Dream Analysis: A Mother Misses Her Baby Ducks

Every now and then, a Dream Prophesy reader will submit a dream to share on the website, simply for the sake of sharing. Because the dream’s meaning is obvious, they know exactly what the interpretation or analysis is.

They simply want to share it with other readers.  I think that’s great and LOVE for dreamers to share their dreams.  Other dreamers may be having similar dreams and can benefit from seeing what another person “gets out of” their dream.



Below is an e-mail (along with the dream and a very accurate interpretation!) from a reader in Florida named Sandy.

Over the past year, both of my daughters moved out of our home.  Our oldest daughter got married and moved with her husband 46 miles away (south).  My youngest daughter – two months later – moved away for college, 2 and 1/2 hours away (north).  I’m stuck in the middle, missing them with all my heart.

I’m proud of both of them and I love my son in law, but I miss my daughters badly. I cry more this year than I have in my whole life.

My husband and I have not been getting along. He says I am always sad and never happy any more.  He doesn’t understand.  If I seem unhappy it’s because I am.

Anyway, two nights ago I had a dream that just makes so much sense and is so perfect, I wanted to share with you and other readers of Dream Prophesy.

Here’s the dream.  I was helping people move farm animals from one part of the state to another. I would put them in cages and move them onto a truck. Then we’d drive them to their new farm. Everything was okay until they showed me three ducks that had to be moved.  Before I could say anything, they put the mother duck in one cage and the two baby ducks in a different cage.  The mother duck started sqwaking and crying – waving her wings and acting very upset. She became angry and aggressive, and if she wasn’t in a cage, she would have bitten us all.



I said, “She wants her babies!” but they put her and her cage on one truck and the cage with the babies on another truck. I had to drive the truck with the unhappy and mad mother duck.  She was so loud that she was upsetting the other animals in their cages and none of us were happy. I felt so sorry for her. So instead of driving on the road I was told to, I followed the other truck and honked until they stopped.  They thought I was crazy but I yelled at them, “She wants her babies!”

I got the cage with the two baby ducks and opened it.
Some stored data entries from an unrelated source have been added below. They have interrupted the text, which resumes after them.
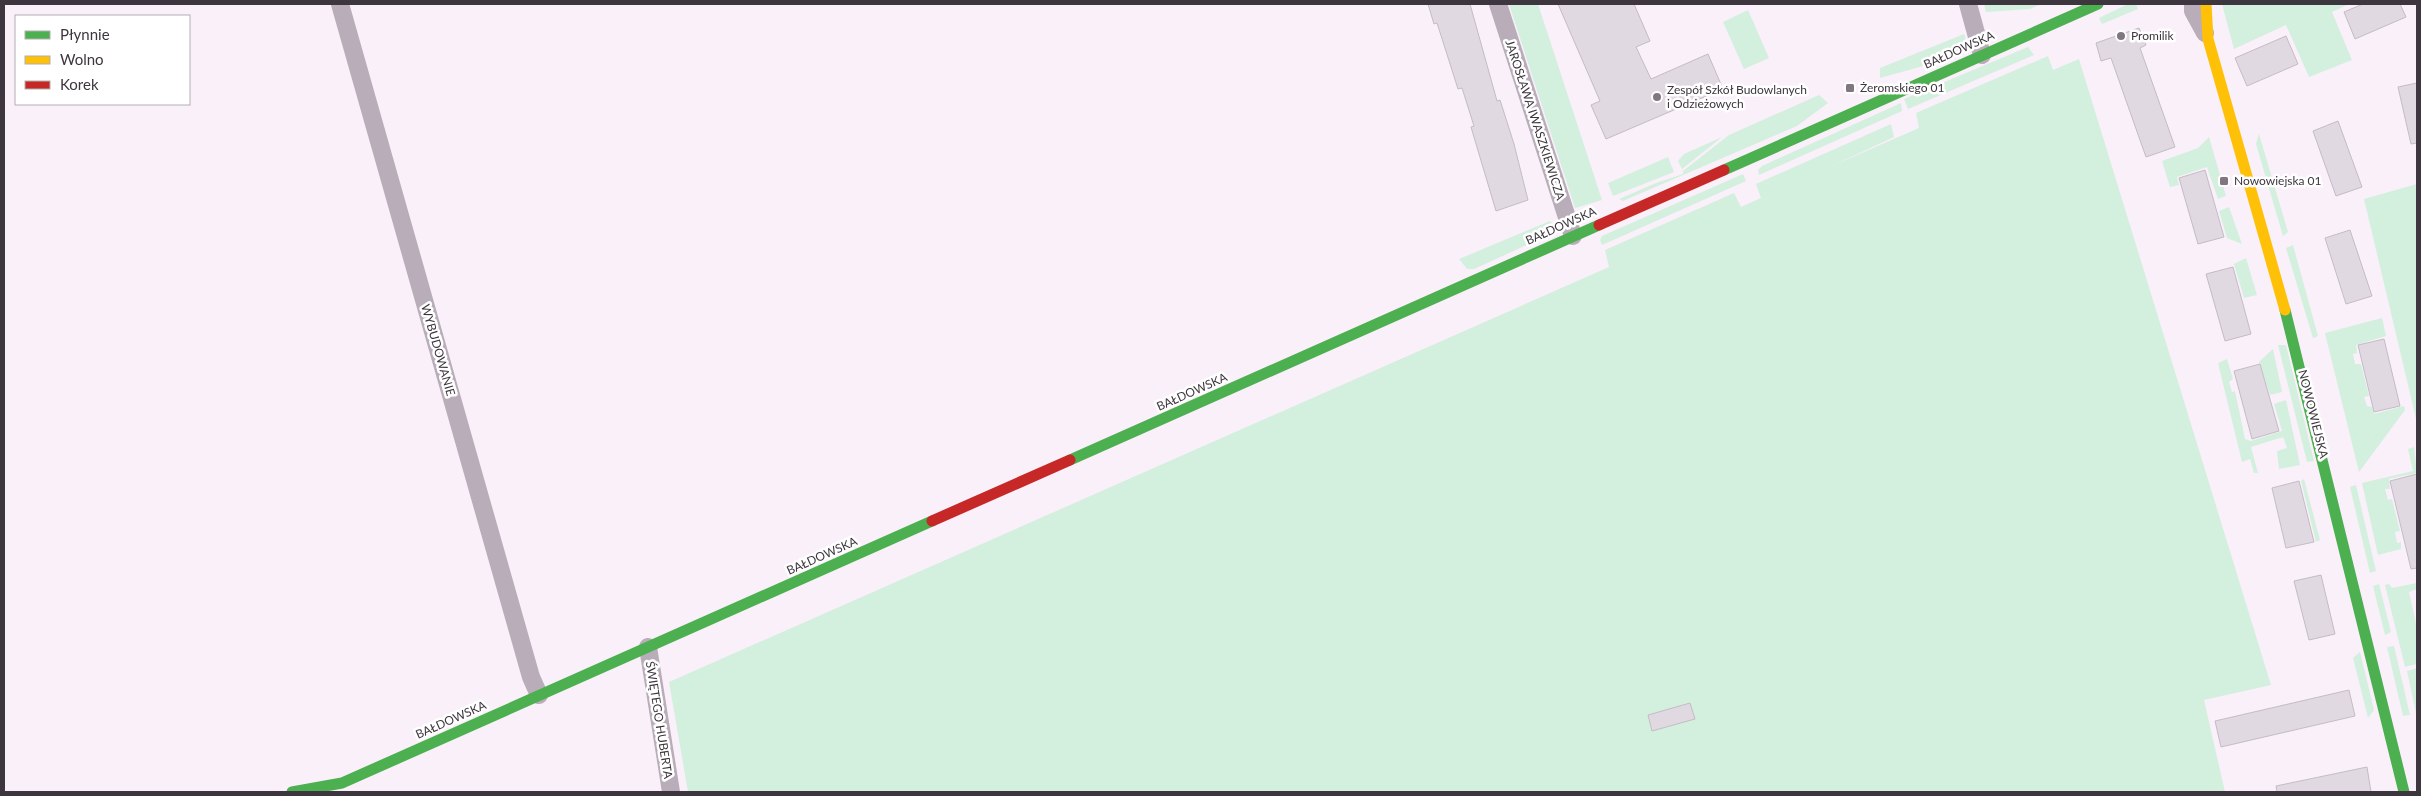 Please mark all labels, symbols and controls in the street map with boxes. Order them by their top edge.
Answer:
legend [15,15,190,105]
text: Płynnie [60,25,110,43]
street label: BAŁDOWSKA [1921,27,1997,72]
place label: Promilik [2131,28,2174,43]
marker: Promilik [2115,30,2127,42]
street label: JAROSŁAWA IWASZKIEWICZA [1502,38,1569,203]
text: Wolno [60,50,104,68]
text: Korek [60,75,99,93]
place label: Żeromskiego 01 [1860,80,1945,95]
place label: Zespół Szkół Budowlanych i Odzieżowych [1667,82,1807,111]
marker: Żeromskiego 01 [1844,82,1856,94]
marker: Zespół Szkół Budowlanych i Odzieżowych [1651,91,1663,103]
place label: Nowowiejska 01 [2234,173,2322,188]
marker: Nowowiejska 01 [2218,175,2230,187]
street label: BAŁDOWSKA [1523,203,1599,248]
street label: WYBUDOWANIE [418,302,459,397]
street label: NOWOWIEJSKA [2295,368,2332,461]
street label: BAŁDOWSKA [1154,369,1230,414]
street label: BAŁDOWSKA [784,533,860,578]
street label: ŚWIĘTEGO HUBERTA [643,660,676,781]
street label: BAŁDOWSKA [413,697,489,742] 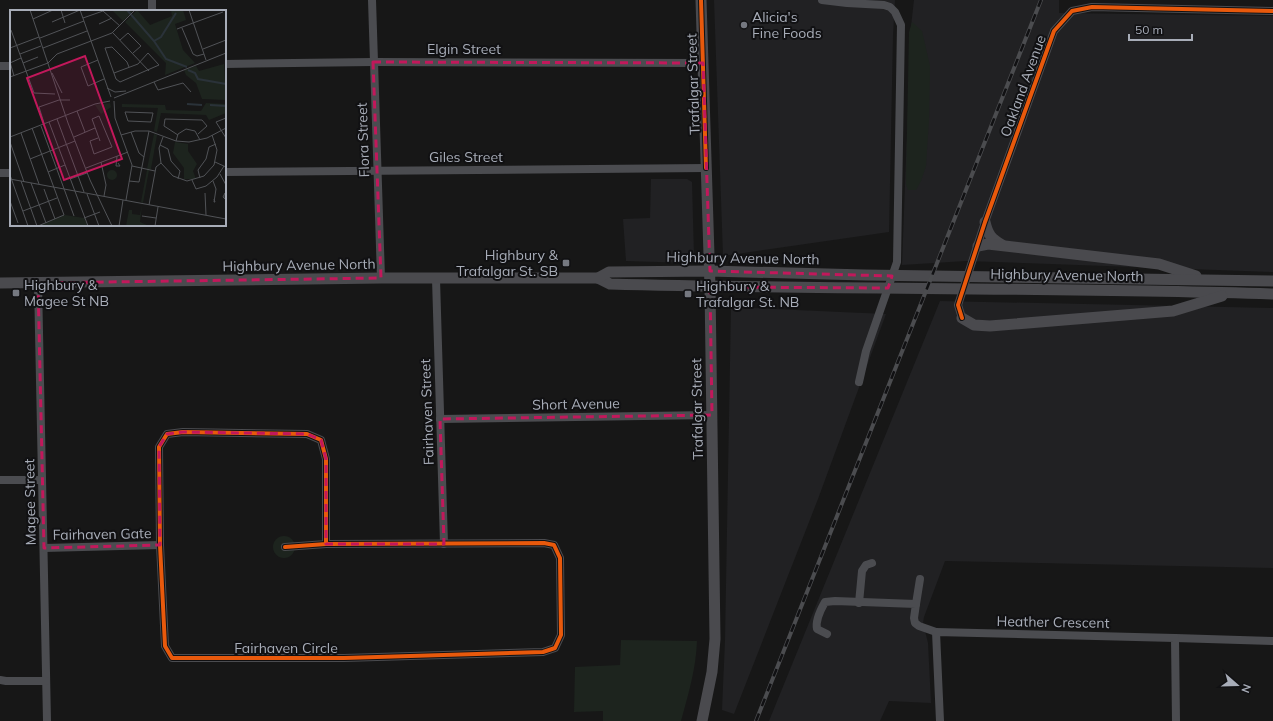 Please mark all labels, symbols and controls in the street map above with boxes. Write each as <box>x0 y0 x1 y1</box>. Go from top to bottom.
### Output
place label: Alicia's Fine Foods <box>752 8 822 42</box>
inset map <box>10 10 226 226</box>
scale bar <box>1129 16 1192 42</box>
marker: Alicia's Fine Foods <box>739 20 749 30</box>
text: 50 m <box>1135 22 1163 37</box>
street label: Trafalgar Street <box>682 33 704 135</box>
street label: Oakland Avenue <box>996 33 1050 139</box>
street label: Elgin Street <box>427 40 501 58</box>
street label: Flora Street <box>353 102 373 178</box>
street label: Giles Street <box>429 148 503 166</box>
place label: Highbury & Trafalgar St. SB <box>456 246 559 280</box>
street label: Highbury Avenue North <box>666 248 820 268</box>
street label: Highbury Avenue North <box>222 255 376 275</box>
marker: Highbury & Trafalgar St. SB <box>561 258 571 268</box>
street label: Highbury Avenue North <box>990 265 1144 285</box>
place label: Highbury & Magee St NB <box>24 276 109 310</box>
place label: Highbury & Trafalgar St. NB <box>696 277 799 311</box>
marker: Highbury & Magee St NB <box>11 288 21 298</box>
marker: Highbury & Trafalgar St. NB <box>683 289 693 299</box>
street label: Fairhaven Street <box>416 358 438 466</box>
street label: Trafalgar Street <box>687 358 707 460</box>
street label: Short Avenue <box>532 394 620 414</box>
street label: Magee Street <box>20 459 40 545</box>
street label: Fairhaven Gate <box>52 524 152 544</box>
street label: Heather Crescent <box>996 612 1110 632</box>
street label: Fairhaven Circle <box>234 639 338 657</box>
north arrow <box>1217 665 1257 705</box>
text: N <box>1238 682 1254 695</box>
I put them into the cage with the mad mother duck and she pulled her babies close to her with her wings.  I told them, “You will never be apart again.” Then I woke up.

The dream is obvious, isn’t it?  “She wants her babies!” That’s me. And no one else understands but me, just like in the dream.  You want to know something else about the dream that makes it cute?  I have collected ducks (figurines, books, pillows, pictures, stuffed animals, and anything with ducks on it) since my daughters were in diapers. They even had duck diaper bags.

I just wanted to share my dream because it is neat how they show what’s going on in your life.  Thank you for your website, I read it all the time. – Sandy

Thanks for sharing your dream, Sandy! Your dream is, in many ways, adorable. As a “mother duck,” myself, I understand all of the feelings you described.  However, as a dreamologist, I think I see something that you overlooked, and it’s something that may actually help you. Notice that you say the mother duck acted mad (angry and aggressive – and that she’d have bitten you all if she weren’t in a cage).  I actually think this is the most important part of the dream, even more so than the separation anxiety the mother duck felt which matches your own.

The mother duck’s intense pain and heartbreak manifested itself as anger and aggression.  Could it be that your own heartbreak manifests itself as anger?  You mentioned that you and your husband aren’t getting along.  If your heartbreak were manifesting itself only in tears and a long face, that would be pretty bad, but I don’t think that would (in and of itself) lead to arguments or tension. It would probably lead to your husband taking you out to eat more or doing things to cheer you up!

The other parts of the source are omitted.